Supply Chain Diversification

Apple’s move aligns with broader industry trends toward supply chain resilience. The COVID-19 pandemic, trade restrictions between the U.S. and China, and recent chip shortages have exposed vulnerabilities in relying on a single manufacturing partner. By adding Intel to its stable of suppliers, Apple hedges against disruptions at TSMC and secures more predictable delivery schedules.

Technological Synergies

The deal may also accelerate Intel’s development of cutting-edge process technologies. Apple’s chip designs are among the most power-efficient and performance-optimized in the world, pushing fabs to their limits. Collaboration could help Intel refine its Intel 4 and Intel 3 nodes, which are slated to compete directly with TSMC’s N3 and N2 processes. If Intel can successfully manufacture Apple’s custom chips, it would demonstrate parity with TSMC in advanced fabrication—a milestone many thought was years away.

What Lies Ahead?

Neither Intel nor Apple have officially commented on the WSJ report, leaving room for speculation and potential adjustments. If the deal proceeds, the first chips under the agreement could enter production within 12 to 18 months, possibly debuting in Apple devices by 2025. Long-term, this partnership could expand to cover more product lines, especially if Intel’s foundry capabilities improve.

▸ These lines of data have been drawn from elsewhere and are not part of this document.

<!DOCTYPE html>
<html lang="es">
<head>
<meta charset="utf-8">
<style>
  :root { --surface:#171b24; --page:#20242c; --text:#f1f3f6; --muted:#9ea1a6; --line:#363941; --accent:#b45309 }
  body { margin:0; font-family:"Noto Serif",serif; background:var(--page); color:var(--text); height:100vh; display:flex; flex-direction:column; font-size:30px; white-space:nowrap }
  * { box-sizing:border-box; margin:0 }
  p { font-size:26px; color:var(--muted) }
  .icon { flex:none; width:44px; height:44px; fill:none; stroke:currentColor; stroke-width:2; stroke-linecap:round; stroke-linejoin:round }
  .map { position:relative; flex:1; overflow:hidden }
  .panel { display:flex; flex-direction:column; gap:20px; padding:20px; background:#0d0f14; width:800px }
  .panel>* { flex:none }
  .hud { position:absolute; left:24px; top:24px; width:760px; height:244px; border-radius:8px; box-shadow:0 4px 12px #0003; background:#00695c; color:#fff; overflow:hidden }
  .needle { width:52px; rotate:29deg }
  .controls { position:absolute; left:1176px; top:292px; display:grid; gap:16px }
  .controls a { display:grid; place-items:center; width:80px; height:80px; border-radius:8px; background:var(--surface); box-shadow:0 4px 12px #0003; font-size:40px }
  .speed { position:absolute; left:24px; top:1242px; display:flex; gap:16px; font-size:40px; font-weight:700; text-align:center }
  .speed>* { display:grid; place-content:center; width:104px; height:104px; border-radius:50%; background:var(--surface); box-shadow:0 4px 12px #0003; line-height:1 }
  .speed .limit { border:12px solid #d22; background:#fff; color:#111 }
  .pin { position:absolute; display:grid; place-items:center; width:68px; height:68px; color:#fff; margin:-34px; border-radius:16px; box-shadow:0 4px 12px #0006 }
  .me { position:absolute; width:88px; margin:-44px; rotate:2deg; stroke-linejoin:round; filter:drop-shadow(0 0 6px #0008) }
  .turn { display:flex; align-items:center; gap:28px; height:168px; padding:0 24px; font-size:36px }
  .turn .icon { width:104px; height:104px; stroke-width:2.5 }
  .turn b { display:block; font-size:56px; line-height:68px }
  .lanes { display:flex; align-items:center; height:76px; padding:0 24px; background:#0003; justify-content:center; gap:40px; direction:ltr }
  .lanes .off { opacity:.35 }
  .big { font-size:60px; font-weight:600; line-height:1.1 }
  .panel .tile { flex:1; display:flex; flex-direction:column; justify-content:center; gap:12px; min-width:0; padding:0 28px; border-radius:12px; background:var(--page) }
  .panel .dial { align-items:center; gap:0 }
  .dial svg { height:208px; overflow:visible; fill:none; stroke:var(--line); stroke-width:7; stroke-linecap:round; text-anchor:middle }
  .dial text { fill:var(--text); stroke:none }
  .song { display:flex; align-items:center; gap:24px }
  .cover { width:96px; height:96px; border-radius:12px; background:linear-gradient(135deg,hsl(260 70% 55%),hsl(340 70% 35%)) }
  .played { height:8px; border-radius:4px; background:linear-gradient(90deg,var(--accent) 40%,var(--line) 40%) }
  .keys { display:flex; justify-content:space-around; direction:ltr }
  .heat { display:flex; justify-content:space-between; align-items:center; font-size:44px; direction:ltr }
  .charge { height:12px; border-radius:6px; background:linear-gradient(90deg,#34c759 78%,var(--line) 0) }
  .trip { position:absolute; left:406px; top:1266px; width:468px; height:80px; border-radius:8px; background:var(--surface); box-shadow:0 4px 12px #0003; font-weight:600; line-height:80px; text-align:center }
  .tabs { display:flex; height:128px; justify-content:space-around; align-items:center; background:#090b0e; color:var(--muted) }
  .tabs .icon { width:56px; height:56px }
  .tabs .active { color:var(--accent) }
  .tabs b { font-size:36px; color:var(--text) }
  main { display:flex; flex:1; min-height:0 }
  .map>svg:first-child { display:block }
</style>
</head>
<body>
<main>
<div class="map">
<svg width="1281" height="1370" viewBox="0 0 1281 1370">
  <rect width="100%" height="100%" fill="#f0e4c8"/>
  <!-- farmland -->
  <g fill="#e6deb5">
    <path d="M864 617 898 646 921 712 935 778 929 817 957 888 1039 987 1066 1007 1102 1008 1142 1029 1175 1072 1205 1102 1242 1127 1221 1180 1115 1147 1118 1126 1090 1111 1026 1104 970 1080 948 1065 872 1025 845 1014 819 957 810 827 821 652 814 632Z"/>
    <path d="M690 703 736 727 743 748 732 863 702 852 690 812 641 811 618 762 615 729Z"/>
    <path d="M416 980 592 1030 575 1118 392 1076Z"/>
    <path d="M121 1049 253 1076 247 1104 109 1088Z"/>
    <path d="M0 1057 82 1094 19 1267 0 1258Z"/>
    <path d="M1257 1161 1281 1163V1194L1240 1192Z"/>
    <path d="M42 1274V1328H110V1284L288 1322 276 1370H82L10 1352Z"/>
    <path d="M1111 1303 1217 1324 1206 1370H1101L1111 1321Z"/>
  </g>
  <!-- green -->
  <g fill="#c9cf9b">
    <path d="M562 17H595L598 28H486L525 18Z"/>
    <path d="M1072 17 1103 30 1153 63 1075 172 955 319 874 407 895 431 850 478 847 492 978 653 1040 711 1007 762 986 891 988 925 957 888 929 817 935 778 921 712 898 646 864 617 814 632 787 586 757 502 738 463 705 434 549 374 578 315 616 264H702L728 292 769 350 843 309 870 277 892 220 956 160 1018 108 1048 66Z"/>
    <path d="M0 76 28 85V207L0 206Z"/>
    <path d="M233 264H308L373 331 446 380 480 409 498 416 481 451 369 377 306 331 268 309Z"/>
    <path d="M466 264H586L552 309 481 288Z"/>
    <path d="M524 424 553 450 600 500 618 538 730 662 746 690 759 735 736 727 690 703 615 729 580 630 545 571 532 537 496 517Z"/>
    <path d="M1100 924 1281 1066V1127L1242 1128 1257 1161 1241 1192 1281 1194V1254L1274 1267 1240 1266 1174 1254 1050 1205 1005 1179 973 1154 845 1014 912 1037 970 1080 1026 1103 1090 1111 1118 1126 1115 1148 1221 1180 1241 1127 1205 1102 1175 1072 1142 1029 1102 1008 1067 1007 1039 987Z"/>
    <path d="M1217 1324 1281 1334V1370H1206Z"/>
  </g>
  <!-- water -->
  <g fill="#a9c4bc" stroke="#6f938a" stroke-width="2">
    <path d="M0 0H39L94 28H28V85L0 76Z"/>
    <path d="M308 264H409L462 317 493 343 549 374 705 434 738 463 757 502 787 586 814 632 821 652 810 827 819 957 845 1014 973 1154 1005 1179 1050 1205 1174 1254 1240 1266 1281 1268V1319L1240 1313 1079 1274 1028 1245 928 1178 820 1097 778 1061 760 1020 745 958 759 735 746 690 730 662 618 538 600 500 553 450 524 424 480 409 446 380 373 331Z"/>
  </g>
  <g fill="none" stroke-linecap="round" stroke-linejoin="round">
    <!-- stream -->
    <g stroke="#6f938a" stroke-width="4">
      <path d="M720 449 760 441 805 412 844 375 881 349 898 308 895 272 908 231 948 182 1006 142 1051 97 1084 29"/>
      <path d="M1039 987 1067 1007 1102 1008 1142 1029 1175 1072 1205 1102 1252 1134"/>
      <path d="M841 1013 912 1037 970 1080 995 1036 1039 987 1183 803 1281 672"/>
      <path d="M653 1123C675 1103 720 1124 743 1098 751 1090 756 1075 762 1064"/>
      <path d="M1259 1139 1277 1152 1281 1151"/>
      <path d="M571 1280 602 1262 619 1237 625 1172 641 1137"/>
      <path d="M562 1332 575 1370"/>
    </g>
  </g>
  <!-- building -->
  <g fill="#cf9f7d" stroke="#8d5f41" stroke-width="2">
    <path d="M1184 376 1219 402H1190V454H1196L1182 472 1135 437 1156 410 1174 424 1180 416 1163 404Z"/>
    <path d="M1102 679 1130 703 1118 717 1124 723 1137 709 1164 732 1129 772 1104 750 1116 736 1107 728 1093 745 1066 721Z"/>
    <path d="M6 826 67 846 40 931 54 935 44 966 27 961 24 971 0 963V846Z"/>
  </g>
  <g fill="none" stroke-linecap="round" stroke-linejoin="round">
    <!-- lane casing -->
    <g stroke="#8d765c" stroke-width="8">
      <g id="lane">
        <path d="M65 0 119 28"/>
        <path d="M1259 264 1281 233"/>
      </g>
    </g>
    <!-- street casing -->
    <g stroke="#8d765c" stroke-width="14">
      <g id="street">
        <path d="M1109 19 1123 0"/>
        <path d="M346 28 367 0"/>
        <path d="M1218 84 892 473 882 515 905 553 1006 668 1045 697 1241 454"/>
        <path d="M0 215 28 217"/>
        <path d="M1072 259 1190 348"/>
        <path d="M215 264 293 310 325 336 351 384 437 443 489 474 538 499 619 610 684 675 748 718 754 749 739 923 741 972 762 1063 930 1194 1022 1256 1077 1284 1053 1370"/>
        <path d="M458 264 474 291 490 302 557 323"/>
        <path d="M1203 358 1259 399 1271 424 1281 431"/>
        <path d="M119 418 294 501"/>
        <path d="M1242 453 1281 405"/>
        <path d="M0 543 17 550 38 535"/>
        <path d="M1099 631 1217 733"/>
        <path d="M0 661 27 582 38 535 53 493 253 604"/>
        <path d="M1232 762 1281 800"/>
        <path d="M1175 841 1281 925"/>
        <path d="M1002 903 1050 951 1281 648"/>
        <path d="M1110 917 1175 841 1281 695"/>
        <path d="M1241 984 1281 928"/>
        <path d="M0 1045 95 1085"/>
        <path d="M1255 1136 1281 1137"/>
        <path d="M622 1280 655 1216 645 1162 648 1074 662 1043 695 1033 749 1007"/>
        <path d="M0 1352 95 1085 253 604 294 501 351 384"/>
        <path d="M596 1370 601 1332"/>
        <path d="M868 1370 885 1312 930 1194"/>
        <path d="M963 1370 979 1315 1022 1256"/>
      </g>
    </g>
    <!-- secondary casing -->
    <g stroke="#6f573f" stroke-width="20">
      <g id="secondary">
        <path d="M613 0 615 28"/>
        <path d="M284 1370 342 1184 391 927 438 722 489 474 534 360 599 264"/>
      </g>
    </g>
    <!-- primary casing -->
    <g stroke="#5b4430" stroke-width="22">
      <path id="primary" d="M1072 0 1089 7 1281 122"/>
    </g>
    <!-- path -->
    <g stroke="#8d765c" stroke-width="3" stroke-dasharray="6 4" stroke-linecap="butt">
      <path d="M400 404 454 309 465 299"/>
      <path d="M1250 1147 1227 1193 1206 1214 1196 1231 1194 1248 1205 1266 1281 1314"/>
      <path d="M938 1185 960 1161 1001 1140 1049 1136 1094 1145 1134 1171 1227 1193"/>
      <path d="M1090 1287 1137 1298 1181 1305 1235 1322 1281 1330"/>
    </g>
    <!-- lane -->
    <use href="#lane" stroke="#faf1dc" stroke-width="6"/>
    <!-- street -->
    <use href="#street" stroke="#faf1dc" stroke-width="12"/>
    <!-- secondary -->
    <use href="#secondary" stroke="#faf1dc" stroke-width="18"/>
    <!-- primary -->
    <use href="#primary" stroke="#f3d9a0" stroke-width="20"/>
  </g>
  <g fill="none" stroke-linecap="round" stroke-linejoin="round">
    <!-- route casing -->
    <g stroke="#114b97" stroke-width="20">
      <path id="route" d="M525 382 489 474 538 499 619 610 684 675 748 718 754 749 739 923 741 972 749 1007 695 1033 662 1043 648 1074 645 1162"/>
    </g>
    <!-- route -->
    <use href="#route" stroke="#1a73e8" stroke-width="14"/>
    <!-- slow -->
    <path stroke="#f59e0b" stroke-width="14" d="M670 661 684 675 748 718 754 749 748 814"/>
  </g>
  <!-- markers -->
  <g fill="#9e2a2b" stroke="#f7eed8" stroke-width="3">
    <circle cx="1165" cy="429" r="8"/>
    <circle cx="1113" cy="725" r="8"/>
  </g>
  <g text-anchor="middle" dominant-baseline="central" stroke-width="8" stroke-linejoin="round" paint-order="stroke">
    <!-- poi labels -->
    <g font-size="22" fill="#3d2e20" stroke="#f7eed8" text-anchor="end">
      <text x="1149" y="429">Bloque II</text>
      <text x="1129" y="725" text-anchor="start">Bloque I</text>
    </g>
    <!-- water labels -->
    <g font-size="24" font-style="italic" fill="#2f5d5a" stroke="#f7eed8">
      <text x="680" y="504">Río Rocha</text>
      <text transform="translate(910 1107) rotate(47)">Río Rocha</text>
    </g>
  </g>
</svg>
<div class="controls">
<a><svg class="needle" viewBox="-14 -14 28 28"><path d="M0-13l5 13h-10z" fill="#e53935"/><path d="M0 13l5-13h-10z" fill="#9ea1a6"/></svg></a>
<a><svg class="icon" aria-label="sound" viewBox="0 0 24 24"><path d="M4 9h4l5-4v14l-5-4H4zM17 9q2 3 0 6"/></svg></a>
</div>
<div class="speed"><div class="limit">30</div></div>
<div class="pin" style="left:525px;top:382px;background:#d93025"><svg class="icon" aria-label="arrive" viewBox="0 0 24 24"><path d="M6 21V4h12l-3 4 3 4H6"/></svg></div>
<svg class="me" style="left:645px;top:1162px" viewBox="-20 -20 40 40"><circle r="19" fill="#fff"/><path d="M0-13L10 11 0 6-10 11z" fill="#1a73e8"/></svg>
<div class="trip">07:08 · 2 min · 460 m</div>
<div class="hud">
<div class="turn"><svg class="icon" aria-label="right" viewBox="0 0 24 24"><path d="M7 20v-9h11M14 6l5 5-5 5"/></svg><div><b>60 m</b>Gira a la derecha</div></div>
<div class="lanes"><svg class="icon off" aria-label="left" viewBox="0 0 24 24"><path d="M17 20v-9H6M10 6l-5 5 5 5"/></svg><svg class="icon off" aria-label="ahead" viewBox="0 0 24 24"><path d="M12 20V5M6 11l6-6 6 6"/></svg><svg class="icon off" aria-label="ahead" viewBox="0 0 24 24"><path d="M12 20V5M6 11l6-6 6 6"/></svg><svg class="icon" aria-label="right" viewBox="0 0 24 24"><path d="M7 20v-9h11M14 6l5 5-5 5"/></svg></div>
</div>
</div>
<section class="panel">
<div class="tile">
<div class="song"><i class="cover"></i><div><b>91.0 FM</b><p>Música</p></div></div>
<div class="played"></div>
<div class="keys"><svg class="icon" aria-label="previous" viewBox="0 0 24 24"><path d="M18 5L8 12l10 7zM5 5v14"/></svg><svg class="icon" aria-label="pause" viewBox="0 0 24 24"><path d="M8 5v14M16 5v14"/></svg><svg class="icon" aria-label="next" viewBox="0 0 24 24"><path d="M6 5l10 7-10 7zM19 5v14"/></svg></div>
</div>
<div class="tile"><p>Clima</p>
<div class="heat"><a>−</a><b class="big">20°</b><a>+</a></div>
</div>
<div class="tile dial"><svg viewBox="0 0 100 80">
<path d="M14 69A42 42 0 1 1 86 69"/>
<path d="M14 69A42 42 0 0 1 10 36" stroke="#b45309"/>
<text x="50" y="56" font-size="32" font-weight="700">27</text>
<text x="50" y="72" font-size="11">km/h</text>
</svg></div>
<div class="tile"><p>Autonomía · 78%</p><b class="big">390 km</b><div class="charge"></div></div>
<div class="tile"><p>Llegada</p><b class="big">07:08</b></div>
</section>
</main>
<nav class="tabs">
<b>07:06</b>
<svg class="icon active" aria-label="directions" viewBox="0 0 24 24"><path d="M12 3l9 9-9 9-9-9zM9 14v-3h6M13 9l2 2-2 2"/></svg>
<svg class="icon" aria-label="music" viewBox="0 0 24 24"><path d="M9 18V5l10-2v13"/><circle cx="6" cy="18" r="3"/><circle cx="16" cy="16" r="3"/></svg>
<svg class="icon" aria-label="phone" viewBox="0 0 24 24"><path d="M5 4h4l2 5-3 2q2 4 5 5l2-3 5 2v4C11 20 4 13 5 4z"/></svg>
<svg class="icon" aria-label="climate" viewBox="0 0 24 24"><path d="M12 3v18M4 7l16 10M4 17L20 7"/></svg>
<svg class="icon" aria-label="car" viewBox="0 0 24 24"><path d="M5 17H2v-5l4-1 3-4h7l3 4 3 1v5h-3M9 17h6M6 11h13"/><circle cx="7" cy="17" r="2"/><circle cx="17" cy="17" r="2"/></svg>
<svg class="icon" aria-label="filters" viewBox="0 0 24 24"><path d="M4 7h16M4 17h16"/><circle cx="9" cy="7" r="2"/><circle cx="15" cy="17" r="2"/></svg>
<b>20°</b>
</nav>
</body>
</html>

For Intel, the agreement represents a turning point—a chance to reclaim relevance in a market it once dominated. For Apple, it offers strategic flexibility in a volatile geopolitical climate. And for the broader semiconductor industry, it signals a possible new era of competition in advanced chip manufacturing, with customers increasingly willing to split orders among multiple foundry partners. As the details emerge, technology observers will watch closely to see whether this preliminary handshake blossoms into a enduring alliance.